Die Haare sind
zu lang, werden zu den Spitzen hin dünner und dünner. Und generell fehlt ihnen
nach dem letzten Touchieren der Spitzen jegliche Fasson. Also war es an der
Zeit, bei Christian anzurufen und einen Termin zu vereinbaren. Der Blick in den
Spiegel ist derzeit nur bedingt freudvoll. Okay, die Ränder unter den Augen
waren des Morgens auch schon mal weniger tief. Dagegen kann er allerdings
nichts tun.
Christian
halte ich seit sechzehn Jahren die Treue. Zwei bis drei Mal pro Jahr fahre ich
in den sechsten Bezirk und unterhalte mich über Fernsehserien, Kinofilme,
Rennradfahren und vegane Ernährung. Währenddessen fallen die Haare zu Boden –
mal nur zwei Zentimeter, mal ganze zwanzig. „Spitzen streicheln“ nennt es mein
Mann, wenn ich mit nur einem Zentimeter weniger nach Hause komme. Zu viel mehr
ringe ich mich nur selten durch.
Dass unser
Sohn wie Christians Erstgeborener heißt, das ist ein Mittelding von Zufall und
Absicht. Wir suchten nach einem männlichen Pendant für Alana und stießen bei
unseren Recherchen auf Colin. So ein Friseurbesuch kann langfristige Folgen
haben. Auf vegane Ernährung bin ich allerdings noch nicht umgestiegen.
Vor
Christian wechselte ich meine Haarschneider in Wien etwa alle halbe Jahre. Im
Waldviertel war das anders. Da wurde ich erst zwanzig, bevor ich den ersten
Friseursalon von innen sah. Als meine Geschwister und ich Kinder waren, rückte
meine Mutter regelmäßig mit der Schere an und stutzte uns die Haarpracht – ohne
Lineal, ohne Ausbildung und zum Glück nicht mit der Schneiderschere.
Ich
bewunderte stets die Mädchen mit langen Haaren und geflochtenen Zöpfen.
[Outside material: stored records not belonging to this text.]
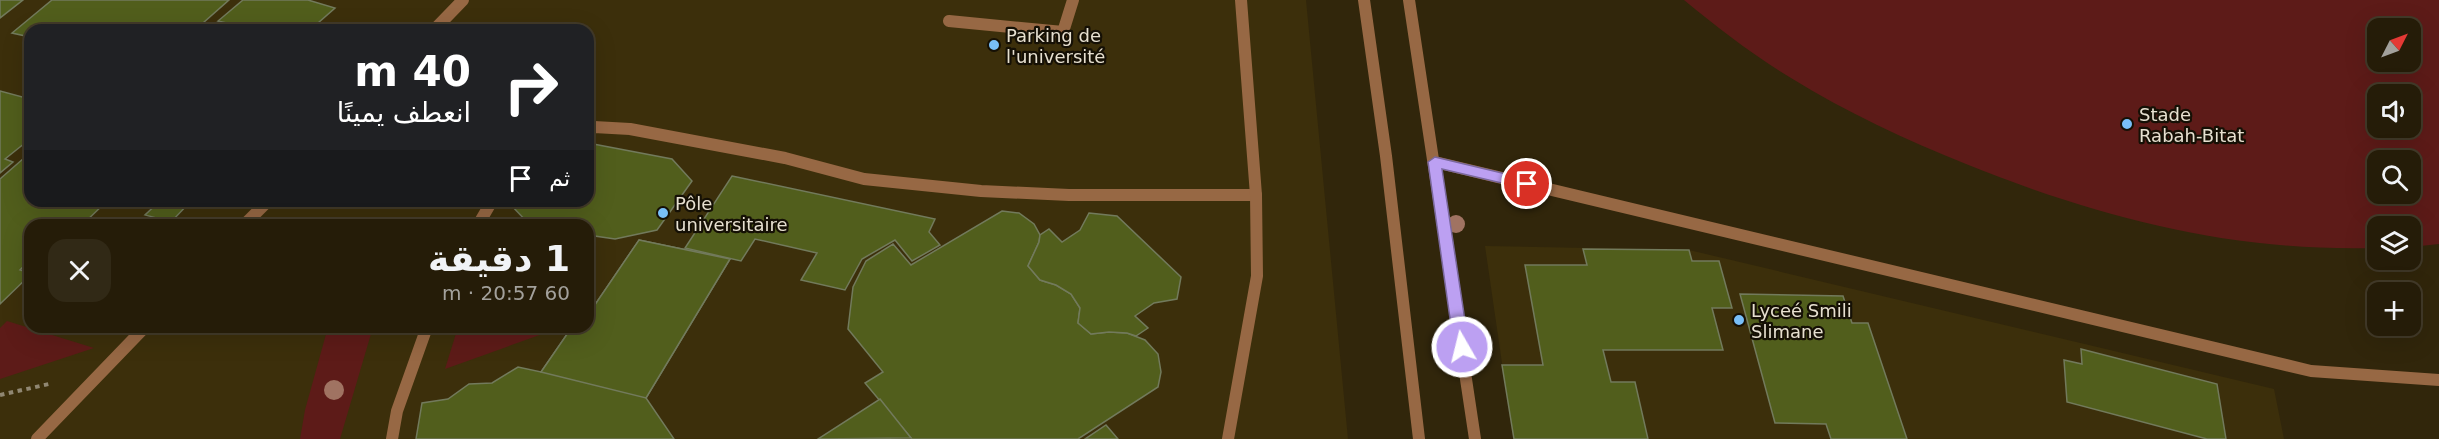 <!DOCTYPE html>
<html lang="ar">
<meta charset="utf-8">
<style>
body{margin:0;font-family:"DejaVu Sans",Cairo,sans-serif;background:#312916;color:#f1f3f6;direction:rtl;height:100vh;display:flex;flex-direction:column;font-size:22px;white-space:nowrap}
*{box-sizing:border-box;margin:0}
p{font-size:20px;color:#a3a19c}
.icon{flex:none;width:33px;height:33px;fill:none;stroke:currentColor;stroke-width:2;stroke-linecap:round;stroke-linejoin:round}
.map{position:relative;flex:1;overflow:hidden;direction:ltr}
.sheet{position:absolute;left:24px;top:219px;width:570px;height:114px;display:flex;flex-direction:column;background:#251c08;border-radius:18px;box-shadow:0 6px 24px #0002,0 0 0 2px #423a29;direction:rtl}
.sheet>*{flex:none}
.guide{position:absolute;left:24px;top:24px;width:570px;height:183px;border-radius:18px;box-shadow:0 6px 24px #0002,0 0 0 2px #423a29;direction:rtl;background:#202124;color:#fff;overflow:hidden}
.needle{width:39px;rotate:48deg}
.fabs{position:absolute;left:2367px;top:18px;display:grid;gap:12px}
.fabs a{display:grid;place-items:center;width:54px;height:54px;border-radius:12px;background:#251c08;box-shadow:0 6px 24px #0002,0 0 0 2px #423a29;font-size:30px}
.pin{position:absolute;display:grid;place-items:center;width:51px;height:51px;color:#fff;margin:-26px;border:3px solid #fff;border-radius:50%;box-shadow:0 2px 6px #0007}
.me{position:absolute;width:66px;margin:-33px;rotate:352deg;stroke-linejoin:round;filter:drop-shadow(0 0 4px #0008)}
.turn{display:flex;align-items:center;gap:21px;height:126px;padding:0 24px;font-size:27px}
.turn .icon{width:78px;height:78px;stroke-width:2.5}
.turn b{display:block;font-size:42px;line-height:51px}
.then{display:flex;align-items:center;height:57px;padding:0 24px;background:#0003;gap:12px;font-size:22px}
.round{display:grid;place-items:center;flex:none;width:63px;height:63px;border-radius:18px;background:#312916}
.summary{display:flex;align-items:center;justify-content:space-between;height:102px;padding:0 24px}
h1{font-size:36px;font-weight:700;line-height:45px}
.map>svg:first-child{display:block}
</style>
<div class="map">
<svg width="2439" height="439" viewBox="0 0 2439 439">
<rect width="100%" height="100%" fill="#31260b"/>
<g fill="#3c2f0b" fill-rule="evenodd">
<path d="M0 0H1306L1348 439H0ZM30 30H588V201H30ZM30 225H588V327H30Z"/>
<path d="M1485 246 1689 250 2274 389 2284 439H1513Z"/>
</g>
<g fill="#5d1b18" fill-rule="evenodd">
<path d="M1684 0H2439V244L2411 247 2410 226H2378L2377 248C2232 252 2100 218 1966 164 1906 140 1846 112 1791 78 1753 55 1718 28 1684 0ZM2378 28H2410V62H2378ZM2378 94H2410V128H2378ZM2378 160H2410V194H2378Z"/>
<path d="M7 321 94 348 0 379V328Z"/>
<path d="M328 327H373L340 439H300L305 410Z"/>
<path d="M458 327H551L548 332 445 369Z"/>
</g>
<g fill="#515e1c" stroke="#727a5c" stroke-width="1.5">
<path d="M0 0H23L0 18Z"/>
<path d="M52 0H229L195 30H30V37L12 33Z"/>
<path d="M243 0H308L335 8 310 30H229L235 25 218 21Z"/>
<path d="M0 91 30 99V139L5 159 13 162 0 173Z"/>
<path d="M588 143 672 159 692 181 657 230 615 239 588 235V225H530L511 205 513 201H588Z"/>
<path d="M24 158 30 160V201H107L82 225H30V260L20 270 30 273V275L0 304V179Z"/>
<path d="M732 176 935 219 929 232 940 245 912 261 895 240 862 259 845 290 801 280 817 253 755 239 741 261 685 248Z"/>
<path d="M160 201H191L171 222 145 215Z"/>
<path d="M1002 211 1019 213 1034 224 1040 235 1039 242 1028 266 1040 280 1056 285 1071 294 1080 308 1078 323 1091 334 1109 332 1127 333 1145 340 1158 354 1161 372 1158 387 1078 439H912L865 383 883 372 848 329 853 287 866 261 893 244 911 265Z"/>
<path d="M1089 213 1117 216 1181 277 1177 299 1154 303 1135 316 1148 328 1136 336 1127 333 1109 332 1091 334 1078 323 1080 308 1071 294 1056 285 1040 280 1028 266 1039 242 1040 235 1049 229 1062 242 1080 230Z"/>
<path d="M639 240 730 259 646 398 674 439H416L422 403 448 399 469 384 492 383 518 367 541 372 572 327H588V315Z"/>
<path d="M639 240 730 259 646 398 541 372 572 327H588V315Z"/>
<path d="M1583 249 1689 250 1692 261H1719L1732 308H1712L1723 350H1603L1611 382H1635L1648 439H1514L1502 365H1543L1525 265H1587Z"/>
<path d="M1740 294 1843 296 1852 323H1868L1907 439H1831L1826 424 1775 423Z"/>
<path d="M2081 349 2217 384 2226 439H2207L2067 402 2064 360 2082 364Z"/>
<path d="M880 399 911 438 818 439Z"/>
<path d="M1106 425 1118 439H1085Z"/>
</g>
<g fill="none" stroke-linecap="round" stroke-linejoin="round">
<path stroke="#908772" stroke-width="4" stroke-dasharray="4.5 4.5" stroke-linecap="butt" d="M0 395 49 384"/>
<g stroke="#976844" stroke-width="12">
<path d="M949 21 1063 32 1073 0"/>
<path d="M434 30 463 0"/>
<path d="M588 129 594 127 630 129 785 158 864 179 981 191 1069 195H1256"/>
<path d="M244 225 268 201"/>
<path d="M478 225 492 201"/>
<path d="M37 439 145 327"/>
<path d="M392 439 397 411 427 327"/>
<path d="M1228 439 1257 276 1256 195 1241 0"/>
</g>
<g stroke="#976844" stroke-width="12">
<path d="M1364 0 1386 156 1419 439"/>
<path d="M1409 0 1475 439"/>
<path d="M1435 162 2311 371 2439 380"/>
</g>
</g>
<g fill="#a07362">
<circle cx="1456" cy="224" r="9"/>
<circle cx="334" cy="390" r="10"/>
</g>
<path fill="#bca0f2" stroke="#7a689d" stroke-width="1.5" d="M1435 157 1527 179 1534 184 1527 189 1442 169 1469 347 1467 351 1462 353 1456 351 1454 347 1428 162Z"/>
<g fill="#78bff8" stroke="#151005" stroke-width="2">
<circle cx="994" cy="45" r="6"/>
<circle cx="2127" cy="124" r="6"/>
<circle cx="663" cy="213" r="6"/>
<circle cx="1739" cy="320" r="6"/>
</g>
<g text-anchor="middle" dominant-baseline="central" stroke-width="4.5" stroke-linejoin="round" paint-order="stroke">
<g font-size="18" fill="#e7e0d0" stroke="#151005" text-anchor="start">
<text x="1006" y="35">Parking de<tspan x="1006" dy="21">l'université</tspan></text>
<text x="2139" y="114">Stade<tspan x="2139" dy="21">Rabah-Bitat</tspan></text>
<text x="675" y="203">Pôle<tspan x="675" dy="21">universitaire</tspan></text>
<text x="1751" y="310">Lyceé Smili<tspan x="1751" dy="21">Slimane</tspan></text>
</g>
</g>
</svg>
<div class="fabs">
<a><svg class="needle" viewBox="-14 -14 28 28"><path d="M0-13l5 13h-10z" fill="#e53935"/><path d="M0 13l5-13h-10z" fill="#a3a19c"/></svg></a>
<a><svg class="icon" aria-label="sound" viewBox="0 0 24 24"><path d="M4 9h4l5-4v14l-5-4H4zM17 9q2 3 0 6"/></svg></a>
<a><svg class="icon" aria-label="search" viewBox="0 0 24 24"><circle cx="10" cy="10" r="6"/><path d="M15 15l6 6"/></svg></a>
<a><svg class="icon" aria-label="layers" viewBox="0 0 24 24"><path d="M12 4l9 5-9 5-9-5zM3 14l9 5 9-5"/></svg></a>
<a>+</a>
</div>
<div class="pin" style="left:1527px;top:184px;background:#d93025"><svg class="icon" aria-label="arrive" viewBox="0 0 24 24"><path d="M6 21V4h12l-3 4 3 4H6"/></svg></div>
<svg class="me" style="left:1462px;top:347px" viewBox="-20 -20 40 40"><circle r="17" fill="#bca0f2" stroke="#fff" stroke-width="3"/><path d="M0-11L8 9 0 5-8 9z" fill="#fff"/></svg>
<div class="guide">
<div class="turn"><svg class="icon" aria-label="right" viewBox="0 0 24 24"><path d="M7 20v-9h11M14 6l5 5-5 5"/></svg><div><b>40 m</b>انعطف يمينًا</div></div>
<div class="then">ثم<svg class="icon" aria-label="arrive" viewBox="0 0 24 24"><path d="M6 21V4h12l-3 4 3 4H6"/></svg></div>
</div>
<section class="sheet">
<div class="summary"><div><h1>1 دقيقة</h1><p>60 m · 20:57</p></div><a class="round"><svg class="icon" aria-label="close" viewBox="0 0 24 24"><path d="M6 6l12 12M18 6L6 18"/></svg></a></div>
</section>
</div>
Zu
gerne hätte ich auch so einen den Rücken bis zum Po hinunterbaumeln gehabt. Es
blieb beim Wunsch, denn lange Haare machten angeblich viel zu viel Mehrarbeit.
So in etwa hieß es, sobald meine Haare sanft die Schultern streichelten.
Als ich vom
Kind zum Teenager heranreifte, – wir schrieben die 1980er-Jahre – kam der
unbedingte Wunsch nach einer Dauerwelle. Ich hatte meine erste – glaube ich
mich zu erinnern – mit elf oder zwölf. Sie entsprach allem, nur nicht meinen
Erwartungen von schönem lockigem und vollem Haar. Eine Frau aus dem Dorf, die
sich ihren Lebenstraum als Friseurin im Keller ihres Hauses verwirklicht hatte,
rührte die Paste, verteilte sie in meinem Haar, ließ sie einwirken, nachdem sie
die Haare auf eine ortsübliche Länge (Kurzhaar war damals sehr angesagt)
zurecht geschnitten hatte.
Ich war mit
ihrer Tochter und Stieftochter befreundet – und so gab es, wenn die Mädels
dabeisaßen, stets etwas zu bereden. Über den nächsten Discobesuch, das
letzte Feuerwehrfest, die
Fußballer des SV Pölla und weiteren Klatsch und Tratsch, der für Teenager in
unseren Breitengraden von immenser Bedeutung war.
Natürlich
machte ich auch mit, als die genannten Töchter ihre wasserstoffblondierte
Strähnchen-Phase hatten. Dieses Blond war die damalige It-Farbe; zumindest in
Österreichs kaltem Norden, wo sich Fuchs und Hase „Gute Nacht“ sagen und die
Novembernebel stets lange und tief in den Gräben hingen. An der Düsternis im
Spätherbst hat sich bis heute nichts geändert. An den Farben und Frisuren der
Frauen auch nicht allzu viel.
Heute lasse
ich nur noch Wasser und Shampoo in meine Haare – und Christians Schere.
Jegliche Farbgebung und Wellenbewegung interessiert mich nicht. Auch wenn sich
bereits die ersten weißen Haare zeigen. Wenn sie mehr werden, dann komme ich
eben in die „graue Phase“ meines Lebens. Künstlich einen Schein zu wahren, liegt
mir nicht. Bei meinem Besuch in den nächsten Tage in seinem Studio werden wir
sicher wieder einiges zu reden haben. Wer weiß, vielleicht wirkt sich das
Haareschneiden diesmal nachhaltig auf die künftige Wohnsituation aus.